By stipulation, G transforms as a velocity, so when transforming to
the "moving" frame (non-zero G), one gets:
D = epsilno (E + G x B) + theta B,
H = (1/mu) B - theta (E + G x B) + epsilon G x (E + G x B).
The latter relation can then be written
B = mu (H - G x D) + (theta mu/epsilon) D.
Light speed becomes a SEPARATE parameter, V = 1/(mu epsilon).
This is the Galilean version of the Lorentz relations (with an extra
axial coefficient theta included for completeness).
This generalizes to other signatures.
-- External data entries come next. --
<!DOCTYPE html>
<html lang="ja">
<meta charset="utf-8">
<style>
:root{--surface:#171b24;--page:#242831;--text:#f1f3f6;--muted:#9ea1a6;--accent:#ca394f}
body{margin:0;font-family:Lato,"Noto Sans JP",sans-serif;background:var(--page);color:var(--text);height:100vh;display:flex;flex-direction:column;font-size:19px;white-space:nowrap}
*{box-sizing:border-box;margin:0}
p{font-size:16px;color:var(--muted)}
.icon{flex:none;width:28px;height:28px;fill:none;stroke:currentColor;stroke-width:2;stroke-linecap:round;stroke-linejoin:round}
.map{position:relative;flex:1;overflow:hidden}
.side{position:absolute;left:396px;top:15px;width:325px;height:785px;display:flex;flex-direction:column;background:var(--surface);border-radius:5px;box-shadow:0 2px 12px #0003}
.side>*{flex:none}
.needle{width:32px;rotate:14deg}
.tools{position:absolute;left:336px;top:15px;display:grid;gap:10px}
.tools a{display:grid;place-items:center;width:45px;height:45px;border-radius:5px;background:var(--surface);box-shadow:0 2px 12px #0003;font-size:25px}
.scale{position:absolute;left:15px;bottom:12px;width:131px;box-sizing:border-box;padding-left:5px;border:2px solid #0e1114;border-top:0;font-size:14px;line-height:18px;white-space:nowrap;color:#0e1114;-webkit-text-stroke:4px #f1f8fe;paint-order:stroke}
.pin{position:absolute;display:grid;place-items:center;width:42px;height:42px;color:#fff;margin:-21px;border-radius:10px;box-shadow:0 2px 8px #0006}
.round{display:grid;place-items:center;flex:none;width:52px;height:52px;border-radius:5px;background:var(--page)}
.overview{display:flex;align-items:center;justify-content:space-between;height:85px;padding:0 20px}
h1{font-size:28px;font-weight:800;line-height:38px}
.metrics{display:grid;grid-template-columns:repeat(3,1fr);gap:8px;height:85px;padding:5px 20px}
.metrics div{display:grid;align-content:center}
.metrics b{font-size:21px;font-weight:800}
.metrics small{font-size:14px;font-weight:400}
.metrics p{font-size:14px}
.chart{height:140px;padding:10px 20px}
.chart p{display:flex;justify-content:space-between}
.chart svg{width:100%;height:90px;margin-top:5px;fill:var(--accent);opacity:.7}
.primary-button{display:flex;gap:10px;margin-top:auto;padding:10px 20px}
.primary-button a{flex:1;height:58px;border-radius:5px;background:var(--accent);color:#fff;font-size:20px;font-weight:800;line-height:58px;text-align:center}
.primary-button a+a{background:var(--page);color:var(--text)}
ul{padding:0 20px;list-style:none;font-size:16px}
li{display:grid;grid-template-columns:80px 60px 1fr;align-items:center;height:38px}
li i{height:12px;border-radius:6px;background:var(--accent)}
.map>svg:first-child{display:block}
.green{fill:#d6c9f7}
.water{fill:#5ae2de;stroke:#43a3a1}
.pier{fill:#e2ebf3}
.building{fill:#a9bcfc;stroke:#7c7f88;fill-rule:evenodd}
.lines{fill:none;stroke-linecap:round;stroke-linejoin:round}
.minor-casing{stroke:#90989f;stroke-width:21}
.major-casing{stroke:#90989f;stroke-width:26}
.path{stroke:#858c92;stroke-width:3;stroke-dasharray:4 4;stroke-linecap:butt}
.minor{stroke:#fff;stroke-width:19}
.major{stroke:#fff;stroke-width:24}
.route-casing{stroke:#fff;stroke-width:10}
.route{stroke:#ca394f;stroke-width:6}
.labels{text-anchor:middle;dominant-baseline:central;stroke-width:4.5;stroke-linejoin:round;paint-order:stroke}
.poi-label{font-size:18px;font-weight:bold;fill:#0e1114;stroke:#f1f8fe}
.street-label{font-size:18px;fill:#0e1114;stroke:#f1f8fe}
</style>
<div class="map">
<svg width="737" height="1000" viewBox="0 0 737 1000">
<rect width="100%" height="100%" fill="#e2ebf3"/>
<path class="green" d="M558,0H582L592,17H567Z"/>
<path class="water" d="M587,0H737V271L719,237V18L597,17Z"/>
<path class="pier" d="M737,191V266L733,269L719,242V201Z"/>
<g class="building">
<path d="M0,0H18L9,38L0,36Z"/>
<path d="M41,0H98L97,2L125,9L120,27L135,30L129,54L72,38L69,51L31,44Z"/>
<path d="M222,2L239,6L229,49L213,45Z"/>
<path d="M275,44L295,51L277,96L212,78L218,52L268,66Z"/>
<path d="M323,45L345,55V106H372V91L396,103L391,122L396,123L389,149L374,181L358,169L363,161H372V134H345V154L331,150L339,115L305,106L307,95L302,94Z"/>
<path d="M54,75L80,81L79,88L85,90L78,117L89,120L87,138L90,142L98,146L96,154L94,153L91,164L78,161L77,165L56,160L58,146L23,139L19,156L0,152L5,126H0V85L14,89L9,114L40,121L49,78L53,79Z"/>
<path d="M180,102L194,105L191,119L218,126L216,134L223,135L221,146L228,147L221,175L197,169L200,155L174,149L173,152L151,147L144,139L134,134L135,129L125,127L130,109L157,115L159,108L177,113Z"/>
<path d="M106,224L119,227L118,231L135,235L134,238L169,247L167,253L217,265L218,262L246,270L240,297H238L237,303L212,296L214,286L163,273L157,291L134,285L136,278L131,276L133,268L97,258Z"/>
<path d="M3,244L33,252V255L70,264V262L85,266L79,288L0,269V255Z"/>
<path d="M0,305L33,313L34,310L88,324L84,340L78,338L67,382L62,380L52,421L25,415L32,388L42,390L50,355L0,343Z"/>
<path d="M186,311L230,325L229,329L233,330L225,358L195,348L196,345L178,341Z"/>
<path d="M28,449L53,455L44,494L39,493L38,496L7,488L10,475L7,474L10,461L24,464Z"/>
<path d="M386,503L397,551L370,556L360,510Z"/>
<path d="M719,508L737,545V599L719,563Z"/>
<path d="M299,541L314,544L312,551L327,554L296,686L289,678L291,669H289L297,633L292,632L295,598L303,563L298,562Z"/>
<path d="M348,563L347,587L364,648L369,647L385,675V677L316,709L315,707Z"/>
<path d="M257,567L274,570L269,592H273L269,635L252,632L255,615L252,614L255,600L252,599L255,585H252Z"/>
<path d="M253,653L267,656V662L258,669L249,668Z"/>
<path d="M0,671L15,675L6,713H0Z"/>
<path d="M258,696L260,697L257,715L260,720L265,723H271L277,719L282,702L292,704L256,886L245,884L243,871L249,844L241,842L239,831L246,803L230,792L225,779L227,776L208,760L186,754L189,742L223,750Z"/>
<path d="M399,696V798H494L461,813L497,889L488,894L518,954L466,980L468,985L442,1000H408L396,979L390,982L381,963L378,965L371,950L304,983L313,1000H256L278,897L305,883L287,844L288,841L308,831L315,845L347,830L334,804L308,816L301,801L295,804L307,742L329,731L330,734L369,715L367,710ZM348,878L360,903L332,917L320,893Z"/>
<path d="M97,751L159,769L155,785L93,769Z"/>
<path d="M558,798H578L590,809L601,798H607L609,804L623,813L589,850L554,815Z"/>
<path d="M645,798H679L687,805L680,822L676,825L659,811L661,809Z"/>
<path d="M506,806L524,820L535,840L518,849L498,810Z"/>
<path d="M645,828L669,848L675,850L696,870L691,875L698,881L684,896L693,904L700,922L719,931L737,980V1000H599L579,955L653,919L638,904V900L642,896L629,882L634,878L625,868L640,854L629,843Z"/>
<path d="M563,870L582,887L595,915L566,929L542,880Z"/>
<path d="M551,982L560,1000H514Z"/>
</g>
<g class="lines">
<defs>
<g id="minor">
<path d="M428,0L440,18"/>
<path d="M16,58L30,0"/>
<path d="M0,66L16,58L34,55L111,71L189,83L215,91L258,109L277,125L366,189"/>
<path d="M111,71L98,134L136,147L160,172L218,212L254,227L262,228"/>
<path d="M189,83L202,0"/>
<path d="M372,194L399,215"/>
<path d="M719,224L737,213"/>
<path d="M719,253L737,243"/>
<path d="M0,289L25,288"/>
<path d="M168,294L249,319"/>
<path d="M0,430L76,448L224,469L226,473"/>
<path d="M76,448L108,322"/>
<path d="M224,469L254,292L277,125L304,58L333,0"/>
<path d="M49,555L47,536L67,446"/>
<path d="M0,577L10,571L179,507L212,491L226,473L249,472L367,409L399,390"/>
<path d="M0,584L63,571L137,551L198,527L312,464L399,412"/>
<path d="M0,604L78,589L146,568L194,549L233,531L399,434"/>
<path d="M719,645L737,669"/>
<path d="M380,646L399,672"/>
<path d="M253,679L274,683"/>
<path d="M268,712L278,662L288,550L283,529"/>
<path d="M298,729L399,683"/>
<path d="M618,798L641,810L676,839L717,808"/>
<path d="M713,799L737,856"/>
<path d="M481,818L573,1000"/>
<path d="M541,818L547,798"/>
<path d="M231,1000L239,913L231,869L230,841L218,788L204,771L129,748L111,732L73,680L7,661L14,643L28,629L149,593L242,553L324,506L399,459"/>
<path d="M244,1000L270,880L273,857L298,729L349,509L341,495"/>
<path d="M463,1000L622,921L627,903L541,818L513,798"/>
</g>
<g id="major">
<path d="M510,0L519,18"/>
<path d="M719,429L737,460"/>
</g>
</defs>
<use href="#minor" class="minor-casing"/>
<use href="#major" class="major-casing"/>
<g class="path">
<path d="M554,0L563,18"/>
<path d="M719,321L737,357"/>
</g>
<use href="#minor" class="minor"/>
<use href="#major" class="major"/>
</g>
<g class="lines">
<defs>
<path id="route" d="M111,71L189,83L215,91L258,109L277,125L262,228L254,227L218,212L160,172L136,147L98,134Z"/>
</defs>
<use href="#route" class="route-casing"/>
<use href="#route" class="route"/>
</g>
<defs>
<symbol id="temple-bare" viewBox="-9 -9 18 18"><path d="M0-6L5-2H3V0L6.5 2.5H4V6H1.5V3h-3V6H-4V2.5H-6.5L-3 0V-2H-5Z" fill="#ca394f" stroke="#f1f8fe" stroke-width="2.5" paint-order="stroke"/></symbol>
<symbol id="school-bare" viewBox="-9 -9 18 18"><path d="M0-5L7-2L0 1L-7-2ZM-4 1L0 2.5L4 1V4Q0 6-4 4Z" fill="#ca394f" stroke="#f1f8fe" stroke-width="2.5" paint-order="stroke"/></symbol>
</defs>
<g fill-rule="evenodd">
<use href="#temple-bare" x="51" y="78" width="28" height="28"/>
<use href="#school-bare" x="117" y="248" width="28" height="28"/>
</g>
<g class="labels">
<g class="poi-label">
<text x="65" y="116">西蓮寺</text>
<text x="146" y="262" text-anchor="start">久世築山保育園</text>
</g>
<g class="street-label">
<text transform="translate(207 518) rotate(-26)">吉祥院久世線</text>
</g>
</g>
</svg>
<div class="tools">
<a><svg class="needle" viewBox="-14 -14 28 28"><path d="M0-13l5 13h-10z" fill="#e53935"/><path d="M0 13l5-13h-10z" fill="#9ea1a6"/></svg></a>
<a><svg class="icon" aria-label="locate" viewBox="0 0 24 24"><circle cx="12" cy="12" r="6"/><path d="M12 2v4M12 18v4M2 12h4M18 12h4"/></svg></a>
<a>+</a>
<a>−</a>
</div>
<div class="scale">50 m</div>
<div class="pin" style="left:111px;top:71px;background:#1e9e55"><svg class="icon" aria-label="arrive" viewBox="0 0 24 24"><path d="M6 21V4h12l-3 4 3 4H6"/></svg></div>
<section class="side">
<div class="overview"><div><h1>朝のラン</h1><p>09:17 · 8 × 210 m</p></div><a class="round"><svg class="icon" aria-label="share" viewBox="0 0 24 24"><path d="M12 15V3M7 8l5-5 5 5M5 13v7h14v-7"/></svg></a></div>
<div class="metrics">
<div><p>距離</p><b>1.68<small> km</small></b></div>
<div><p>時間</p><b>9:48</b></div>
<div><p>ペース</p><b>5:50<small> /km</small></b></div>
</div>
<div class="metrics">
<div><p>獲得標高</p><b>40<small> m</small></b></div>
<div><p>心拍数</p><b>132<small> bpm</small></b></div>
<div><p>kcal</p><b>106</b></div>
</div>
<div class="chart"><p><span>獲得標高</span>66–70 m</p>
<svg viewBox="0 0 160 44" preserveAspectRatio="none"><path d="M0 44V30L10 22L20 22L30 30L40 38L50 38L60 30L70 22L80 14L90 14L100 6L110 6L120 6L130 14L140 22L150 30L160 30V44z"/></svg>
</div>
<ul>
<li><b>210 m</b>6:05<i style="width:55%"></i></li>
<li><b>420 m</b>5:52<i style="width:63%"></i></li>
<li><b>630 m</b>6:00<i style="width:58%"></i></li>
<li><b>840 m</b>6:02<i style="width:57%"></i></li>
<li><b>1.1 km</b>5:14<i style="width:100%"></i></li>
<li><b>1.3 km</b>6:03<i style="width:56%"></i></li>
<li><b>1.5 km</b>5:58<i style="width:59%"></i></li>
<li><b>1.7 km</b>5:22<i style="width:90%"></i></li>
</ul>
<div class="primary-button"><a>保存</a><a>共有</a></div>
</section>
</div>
One starts out by adopting the
same relations as before for the "stationary" frame G = 0:
D = epsilon E + theta B, H = (1/mu) B - theta E
with
epsilon mu = (1/V)^2.
Upon Lorentz transformation to a non-zero G frame, this becomes
D = epsilon E + theta B
+ epsilon (c^2-V^2)/(c^2-G^2) Gx (B - GxE/c^2)
H = (1/mu) B - theta E +
+ epsilon (c^2-V^2)/(c^2-G^2) G x (E + GxB).
In the limit as c -> infinity, one recovers Maxwell's relations
D = epsilon E + theta B + epsilon G x B
H = (1/mu) B - theta E + epsilon G x (E + G x B).
In the limit as V -> c, G becomes superfluous, and one recovers the
Lorentz relations
D = epsilon E + theta B, H = (1/mu) B - theta E.
In the limit as |G| -> V, one gets the following
D = epsilon (E + G x (B - GxE/c^2) + theta B
H = (1/mu) B - theta E + epsilon G x (E + G x B).
Interestingly, this yields a non-trivial result even if one takes V =
c.
Finally, in the limit as |G| -> infinity, one recovers the relations:
D = epsilon E + theta B
+ epsilon (1-(V/c)^2) Gx (GxE)/G^2
H = (1/mu) B - theta E +
- epsilon c^2 (1-(V/c)^2) G x (GxB)/G^2.
However, taking V -> c, the G terms will drop out.